* _Input records_
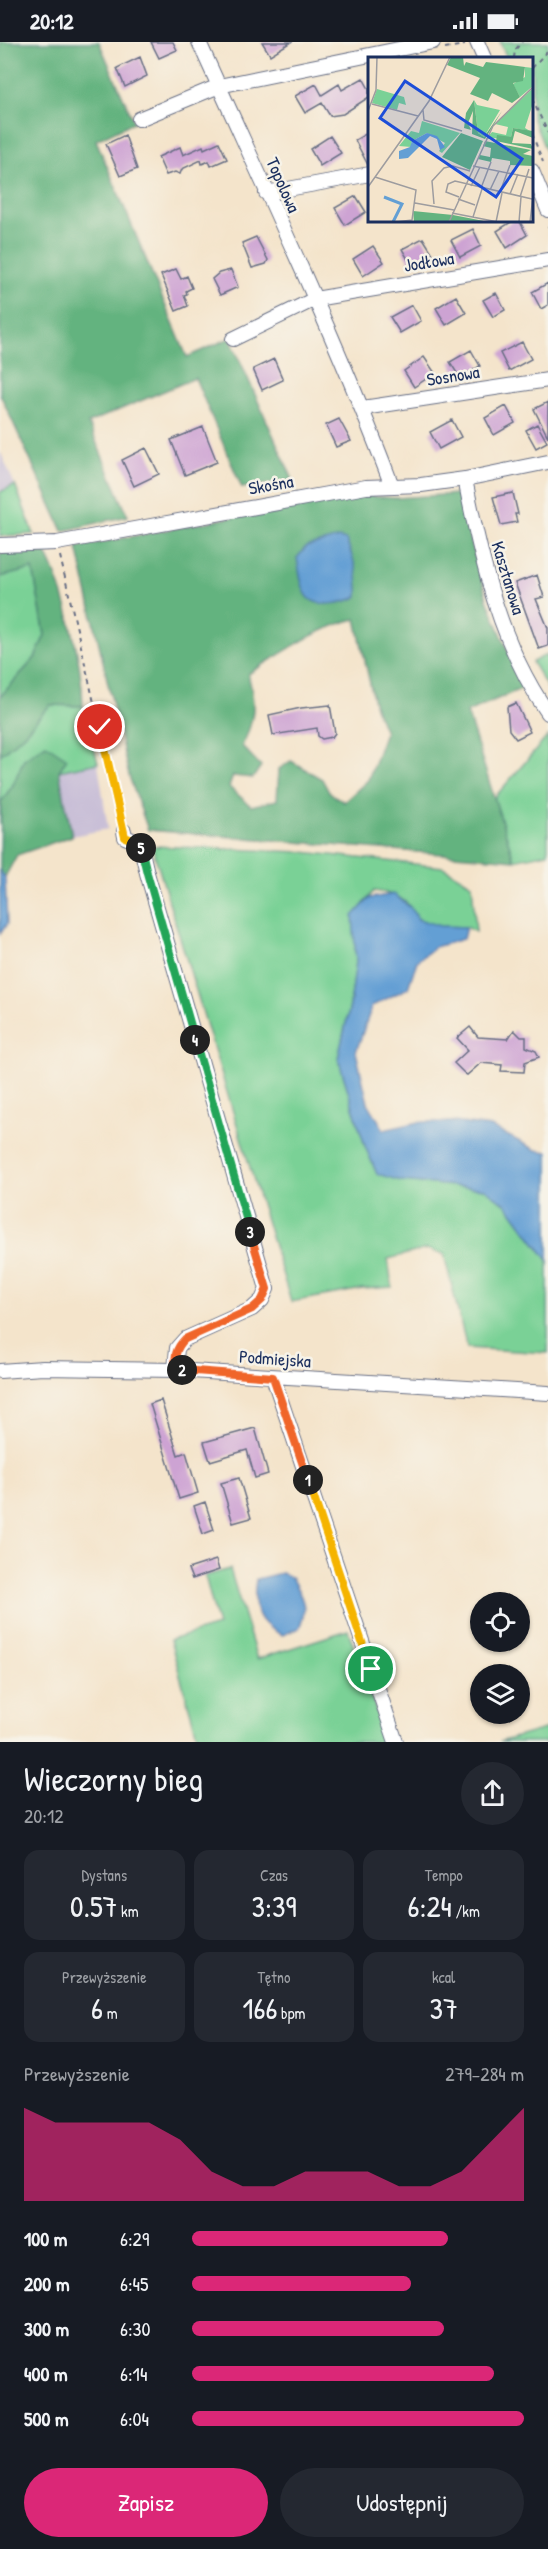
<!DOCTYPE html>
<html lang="pl">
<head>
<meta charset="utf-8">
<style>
  body { margin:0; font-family:"Patrick Hand",sans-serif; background:#242831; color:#f1f3f6; height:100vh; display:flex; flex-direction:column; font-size:22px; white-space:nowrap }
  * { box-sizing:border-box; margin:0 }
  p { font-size:20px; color:#9ea1a6 }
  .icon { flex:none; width:33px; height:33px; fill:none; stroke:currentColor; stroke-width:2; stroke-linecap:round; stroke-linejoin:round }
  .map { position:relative; height:1700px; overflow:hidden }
  .panel { display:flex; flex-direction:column; background:#171b24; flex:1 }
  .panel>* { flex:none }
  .controls { position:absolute; left:470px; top:1550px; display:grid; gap:12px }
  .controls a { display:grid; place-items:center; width:60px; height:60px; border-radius:50%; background:#171b24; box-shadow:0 2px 4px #0004; font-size:30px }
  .pin { position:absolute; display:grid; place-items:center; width:51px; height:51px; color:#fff; margin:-26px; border:3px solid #fff; border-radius:50%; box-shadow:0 2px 6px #0007 }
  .km { position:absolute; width:30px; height:30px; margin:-15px; border-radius:50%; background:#222; color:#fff; font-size:16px; line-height:30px; text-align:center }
  .round { display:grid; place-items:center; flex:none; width:63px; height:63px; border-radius:32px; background:#242831 }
  .summary { display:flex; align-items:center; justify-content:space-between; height:102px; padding:0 24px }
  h1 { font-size:33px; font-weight:600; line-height:45px }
  .figures { display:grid; grid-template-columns:repeat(3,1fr); gap:9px; height:102px; padding:6px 24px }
  .figures div { display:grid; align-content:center; border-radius:15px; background:#242831; text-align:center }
  .figures b { font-size:30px; font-weight:600 }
  .figures small { font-size:16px; font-weight:400 }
  .figures p { font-size:16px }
  .chart { height:168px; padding:12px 24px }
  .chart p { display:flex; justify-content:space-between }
  .chart svg { width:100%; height:108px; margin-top:6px; fill:#db2777; opacity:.7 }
  .cta { display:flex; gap:12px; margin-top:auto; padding:12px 24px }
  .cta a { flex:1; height:69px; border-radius:36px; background:#db2777; color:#fff; font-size:24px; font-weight:600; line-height:69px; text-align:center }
  .cta a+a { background:#242831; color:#f1f3f6 }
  ul { padding:0 24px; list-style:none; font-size:20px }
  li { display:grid; grid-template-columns:96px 72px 1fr; align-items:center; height:45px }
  li i { height:15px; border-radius:8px; background:#db2777 }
  .status { display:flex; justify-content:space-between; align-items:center; height:42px; padding:0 30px; background:#171b24; direction:ltr }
  .status svg { height:16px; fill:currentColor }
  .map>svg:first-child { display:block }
  .industrial { fill:#c9bfd7 }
  .green { fill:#7ad196; stroke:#4a807a; stroke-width:1.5 }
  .forest { fill:#63b37f; stroke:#3f716e; stroke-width:1.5; fill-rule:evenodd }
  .water { fill:#639fd4; stroke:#3f6799; stroke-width:1.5 }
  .building { fill:#cda3d3 }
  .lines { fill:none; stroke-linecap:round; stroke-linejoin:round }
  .minor-casing { stroke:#676e84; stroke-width:16 }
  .path { stroke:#676e84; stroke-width:2; stroke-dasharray:4.5 4.5; stroke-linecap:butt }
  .minor { stroke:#fff; stroke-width:14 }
  .split-1-casing { stroke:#fff; stroke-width:12 }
  .split-2-casing { stroke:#fff; stroke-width:12 }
  .split-3-casing { stroke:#fff; stroke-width:12 }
  .split-4-casing { stroke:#fff; stroke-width:12 }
  .split-5-casing { stroke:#fff; stroke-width:12 }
  .split-6-casing { stroke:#fff; stroke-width:12 }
  .split-1 { stroke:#f5b400; stroke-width:8 }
  .split-2 { stroke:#f0652b; stroke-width:8 }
  .split-3 { stroke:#f0652b; stroke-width:8 }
  .split-4 { stroke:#22a559; stroke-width:8 }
  .split-5 { stroke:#22a559; stroke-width:8 }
  .split-6 { stroke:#f5b400; stroke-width:8 }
  .labels { text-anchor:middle; stroke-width:5; stroke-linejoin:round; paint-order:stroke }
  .street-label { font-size:18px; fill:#1b2f5e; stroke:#f7f3e8 }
  .inset-river { fill:none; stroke:#639fd4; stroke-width:3 }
  .inset-road { fill:none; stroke:#9d9c9f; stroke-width:1.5 }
  .view { fill:#1d4ed8; fill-opacity:0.15; stroke:#1d4ed8; stroke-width:3 }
  .inset-edge { fill:none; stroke:#1b2f5e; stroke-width:3 }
</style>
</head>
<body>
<div class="status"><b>20:12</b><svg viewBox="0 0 49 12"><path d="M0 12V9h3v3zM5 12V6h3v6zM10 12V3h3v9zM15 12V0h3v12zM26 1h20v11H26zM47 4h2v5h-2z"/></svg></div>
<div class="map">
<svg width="548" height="1700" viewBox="0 0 548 1700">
  <rect width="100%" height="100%" fill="#f7f3e8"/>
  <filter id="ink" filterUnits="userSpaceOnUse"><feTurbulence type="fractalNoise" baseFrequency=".0167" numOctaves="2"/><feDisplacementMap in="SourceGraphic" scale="12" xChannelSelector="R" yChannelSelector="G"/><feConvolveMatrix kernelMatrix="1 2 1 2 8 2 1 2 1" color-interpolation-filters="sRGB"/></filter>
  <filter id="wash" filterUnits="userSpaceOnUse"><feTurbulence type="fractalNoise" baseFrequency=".008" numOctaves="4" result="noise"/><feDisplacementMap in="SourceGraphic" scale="24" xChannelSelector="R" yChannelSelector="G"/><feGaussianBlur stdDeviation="1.35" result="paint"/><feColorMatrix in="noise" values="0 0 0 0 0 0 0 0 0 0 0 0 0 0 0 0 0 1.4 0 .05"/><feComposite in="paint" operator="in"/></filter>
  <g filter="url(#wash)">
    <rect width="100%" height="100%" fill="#f4e4cb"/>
    <path class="industrial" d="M0 409 15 443 0 450Z
      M98 721 108 787 72 794 59 729Z"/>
    <path class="green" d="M500 0H548V114L532 75V16H507Z
      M15 443 34 492 0 494V450Z
      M33 526 45 593 35 616 0 655V535Z
      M548 612V647L532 620Z
      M50 663 83 664 98 721 59 729 24 717 13 743 1 760 0 783V713L25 691Z
      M548 694V811L514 818 494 756Z
      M152 804 303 810 443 825 472 842 476 890 466 885 440 884 418 877C406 856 397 852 374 849L354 874 356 920 350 964 338 1016 365 1104 377 1132 485 1147 507 1163 548 1218V1311L467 1306 444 1212 426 1207 388 1217 392 1245 362 1247 291 1260Z
      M230 1527 257 1617 348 1588 387 1700H199L170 1598 218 1584 205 1534Z
      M548 1686V1700H499Z"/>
    <path class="forest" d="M0 0H99L134 80 96 98 187 315 230 296 293 438 242 446 195 336 88 381 128 474 63 489 0 352Z
      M458 452 487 557 523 646 467 670 514 818 148 788 129 734 77 505 348 453 395 456ZM356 577 375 665 385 690 368 738 344 760 329 750 322 737 291 719 279 727 277 758 251 764 229 745 233 734 253 736 261 724 242 704C255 677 256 662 248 632 283 611 316 586 356 577Z
      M26 510 46 511C66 550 82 619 83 664L50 663 25 691 0 713V655L35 616 45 593 33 527 0 535V511Z
      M46 702 67 716 59 729 72 794 17 813 5 835 0 829 1 760 13 743 24 717Z"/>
    <path class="water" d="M339 496 346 498C354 518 359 534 358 555 343 561 313 569 305 550 300 540 299 527 297 516L306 505Z
      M0 829 5 835 7 882 0 892Z
      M394 852 412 867 418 877 440 884 466 885 463 897 435 905 417 919 408 946 372 964 356 1010 368 1061 384 1088 419 1080H454L491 1085 536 1108 548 1110V1218L507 1163 485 1147 401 1139 377 1132 365 1104 338 1016 350 964 356 920 353 874 370 856Z
      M281 1531 291 1535C302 1556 309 1563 299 1586L283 1593C256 1582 252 1564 256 1537Z"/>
    <g id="blocks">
      <path class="building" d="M151 0H173L177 8 159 16Z
        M262 0H291L270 13Z
        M140 15 147 34 125 45 117 26Z
        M363 36 369 47V55L343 72 330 74 322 61 305 71 295 54 316 42 322 53 339 42 342 48Z
        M369 90V123H368L355 98Z
        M125 93 137 127 120 134 106 102Z
        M330 94 341 111 320 124 310 107Z
        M219 100 227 117 211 124 209 119 202 122 201 118 182 127 180 132 175 130 166 133 158 115 180 105 183 113 203 104 204 107Z
        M356 154 366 170 345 183 335 166Z
        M514 178H519L527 193 507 206 497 189Z
        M473 187 481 204 460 215 451 198Z
        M256 195 268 218 266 222 252 226 242 201Z
        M423 196 433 212 412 224 402 207Z
        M373 204 384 220 363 234 353 217Z
        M176 227 181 237 187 234 192 246 186 249 187 252 184 253 188 264 176 269 161 233Z
        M231 228 238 245 220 253 212 237 219 231Z
        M548 241V263L541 267 532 250Z
        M496 251 505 268 493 275 483 258Z
        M456 254 466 271 446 283 436 266Z
        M412 263 421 279 400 291 390 275Z
        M522 300 531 317 509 329 500 311Z
        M471 308 480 324 460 336 450 320Z
        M424 315 435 331 414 345 404 329Z
        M274 317 283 338 262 348 253 327Z
        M548 360V395L534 367Z
        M506 364 515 381 494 393 485 376Z
        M339 377 351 399 336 405 326 383Z
        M452 378 461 395 439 407 430 390Z
        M537 382 547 400 536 406 526 388Z
        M203 385 217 420 185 433 171 398Z
        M146 406 159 432 134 444 122 418Z
        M513 451 518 472H515L517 480 501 483 493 455Z
        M537 533 544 555 536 557 548 586V604L539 607 515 541Z
        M516 661 530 690 516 697 509 688 507 665Z
        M330 663 335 691 332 695 322 697 318 694 317 686 273 693 269 673 301 666Z
        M470 985 478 995 508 997 514 988 521 995H526V1005L536 1009 539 1015 525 1020 524 1030 501 1029 502 1023 481 1021 467 1033 465 1032 454 1021 468 1008 457 996Z
        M161 1358 178 1413 186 1410 198 1451 179 1457 150 1362Z
        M255 1386 268 1432 255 1436 247 1408 210 1419 204 1400Z
        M239 1436 251 1476 233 1481 221 1441Z
        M205 1460 214 1488 203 1492 194 1464Z
        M216 1518 219 1528 192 1537 188 1527Z"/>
    </g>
  </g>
  <g filter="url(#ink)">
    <use href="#blocks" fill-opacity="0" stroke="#676e84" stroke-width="1.5"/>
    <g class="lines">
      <g class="minor-casing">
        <path id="minor" d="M199 0C265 147 335 293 392 444
          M477 0 484 16
          M139 77 219 44 433 0
          M532 129 548 168
          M266 151 370 132
          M233 297 315 257 548 218
          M363 366 548 338
          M465 437C481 518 500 603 548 671
          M0 503 57 501 366 445 421 443 465 437 548 420
          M124 789 125 795 140 801 147 831 267 1247 262 1258 252 1267 185 1297 177 1306 175 1328
          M0 1329 43 1326 175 1328 548 1351
          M273 1335 396 1700"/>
      </g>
      <path class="path" d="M445 6 465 3
        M514 16 515 8 522 0
        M532 26 548 8
        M532 57 548 91
        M532 92 543 120
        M547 185H548
        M60 514 121 777"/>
      <use href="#minor" class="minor"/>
    </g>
  </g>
  <g class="lines" filter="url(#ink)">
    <g class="split-1-casing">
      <path id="split-1" d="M308 1438 371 1627"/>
    </g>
    <g class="split-2-casing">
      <path id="split-2" d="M182 1328 273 1335 308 1438"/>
    </g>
    <g class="split-3-casing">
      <path id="split-3" d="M182 1328H175C175 1314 175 1307 185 1297L252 1267 262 1258 267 1247 250 1190"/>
    </g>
    <g class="split-4-casing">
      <path id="split-4" d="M195 998 250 1190"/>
    </g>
    <g class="split-5-casing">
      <path id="split-5" d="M141 806 147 831 195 998"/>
    </g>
    <g class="split-6-casing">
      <path id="split-6" d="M100 685 125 795 140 801 141 806"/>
    </g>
    <use href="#split-1" class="split-1"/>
    <use href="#split-2" class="split-2"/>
    <use href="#split-3" class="split-3"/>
    <use href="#split-4" class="split-4"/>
    <use href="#split-5" class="split-5"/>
    <use href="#split-6" class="split-6"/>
  </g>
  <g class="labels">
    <g class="street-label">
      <text transform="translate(283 143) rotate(66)" y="6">Topolowa</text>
      <text transform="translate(429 220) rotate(-9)" y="6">Jodłowa</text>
      <text transform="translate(453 334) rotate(-9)" y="6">Sosnowa</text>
      <text transform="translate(271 443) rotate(-10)" y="6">Skośna</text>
      <text transform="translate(508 536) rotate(73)" y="6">Kasztanowa</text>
      <text transform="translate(275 1317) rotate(4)" y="6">Podmiejska</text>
    </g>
  </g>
  <g transform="translate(368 15)">
    <rect width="165" height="165" fill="#f4e4cb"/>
    <path d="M157 10 165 11V29L152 40 145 27 157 20ZM165 31V46L157 71 162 74 145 71 143 80 118 82 124 75 138 78 140 70 127 67ZM9 32 36 40 38 48 31 46 29 53 4 46ZM106 43 109 48 132 53 116 80 110 76ZM54 64 92 76 74 96 71 94 77 86 59 76 44 84 43 90 31 89 43 74 51 76Z" fill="#7ad196"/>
    <path d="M83 0H95L96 9 98 5 115 10 118 5 157 10 155 24 145 26 152 40 144 46 124 36 120 44 102 37 112 21 79 8ZM106 43 110 76 116 80 134 54 117 82 104 77 105 54 100 66 103 73 96 71 98 56ZM145 71 165 74V81L147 74 144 86 163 87 165 92 128 84 129 78 143 80ZM93 76 115 84 102 113 74 100ZM117 84 163 93 155 97 165 99V109L142 108V104L124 101 123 105 110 102 112 98 122 100 123 91 115 89ZM45 154 85 158 121 165H46Z" fill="#63b37f"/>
    <path d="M59 76 69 79 77 90 72 93 69 82 62 79 40 101 31 102V94L42 90 44 84Z" fill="#639fd4"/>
    <path class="inset-river" d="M16 140 34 147 25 165"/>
    <path class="inset-road" d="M4 47 50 59M55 53 56 63 94 74M0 54 8 33 9 0M105 109 165 121M7 120 48 133 44 163 28 165M103 129 112 110M0 130 61 44 82 0M113 131 123 105M122 133 131 114M132 135 142 108M142 137 150 117M91 140 78 135 80 127 87 124 164 142M152 140 161 112M90 142 107 148M47 146 86 153M66 147 64 124 76 111 85 109 102 114M84 156 130 165M105 160 114 132M81 165 125 69 165 30M128 165 134 136M151 165 153 140M162 165 165 139"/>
    <path class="view" d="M37 24 154 102 128 140 12 61Z"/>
    <rect width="165" height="165" class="inset-edge"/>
  </g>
</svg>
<div class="controls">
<a><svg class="icon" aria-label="locate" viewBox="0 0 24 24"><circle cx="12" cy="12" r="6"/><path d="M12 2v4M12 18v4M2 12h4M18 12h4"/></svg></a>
<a><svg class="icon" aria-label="layers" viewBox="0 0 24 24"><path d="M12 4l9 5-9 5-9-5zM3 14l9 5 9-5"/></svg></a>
</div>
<div class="pin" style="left:371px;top:1627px;background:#1e9e55"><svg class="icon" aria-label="arrive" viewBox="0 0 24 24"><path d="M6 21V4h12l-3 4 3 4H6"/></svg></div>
<div class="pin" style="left:100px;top:685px;background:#d93025"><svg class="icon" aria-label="check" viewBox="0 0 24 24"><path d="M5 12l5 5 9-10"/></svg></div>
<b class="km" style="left:308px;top:1438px">1</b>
<b class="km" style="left:182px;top:1328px">2</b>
<b class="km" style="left:250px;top:1190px">3</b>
<b class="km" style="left:195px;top:998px">4</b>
<b class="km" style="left:141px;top:806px">5</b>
</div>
<section class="panel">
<div class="summary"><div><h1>Wieczorny bieg</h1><p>20:12</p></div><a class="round"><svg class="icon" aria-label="share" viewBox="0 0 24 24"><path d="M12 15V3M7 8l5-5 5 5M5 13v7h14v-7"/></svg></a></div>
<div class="figures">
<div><p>Dystans</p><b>0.57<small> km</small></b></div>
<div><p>Czas</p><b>3:39</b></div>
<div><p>Tempo</p><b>6:24<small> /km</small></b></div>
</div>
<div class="figures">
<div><p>Przewyższenie</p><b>6<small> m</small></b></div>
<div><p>Tętno</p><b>166<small> bpm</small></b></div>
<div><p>kcal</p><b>37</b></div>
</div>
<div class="chart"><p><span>Przewyższenie</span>279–284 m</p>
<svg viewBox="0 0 160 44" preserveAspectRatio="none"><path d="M0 44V6L10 12L20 12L30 12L40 12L50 19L60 32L70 38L80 38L90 32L100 32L110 32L120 38L130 38L140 32L150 19L160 6V44z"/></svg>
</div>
<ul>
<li><b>100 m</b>6:29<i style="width:77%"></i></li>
<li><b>200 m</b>6:45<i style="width:66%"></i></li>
<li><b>300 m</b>6:30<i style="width:76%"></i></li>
<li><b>400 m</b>6:14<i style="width:91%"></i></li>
<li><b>500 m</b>6:04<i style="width:100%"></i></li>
</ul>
<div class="cta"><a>Zapisz</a><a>Udostępnij</a></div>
</section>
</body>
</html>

* _Exercise description_
Here the output must be the lines above from the line with "flex:1; height:69px; border-radius:36px;" to the line with "padding:0 24px; list-style:none;", both included, duplicated word for word and nothing else.

* _Final answer_
  .cta a { flex:1; height:69px; border-radius:36px; background:#db2777; color:#fff; font-size:24px; font-weight:600; line-height:69px; text-align:center }
  .cta a+a { background:#242831; color:#f1f3f6 }
  ul { padding:0 24px; list-style:none; font-size:20px }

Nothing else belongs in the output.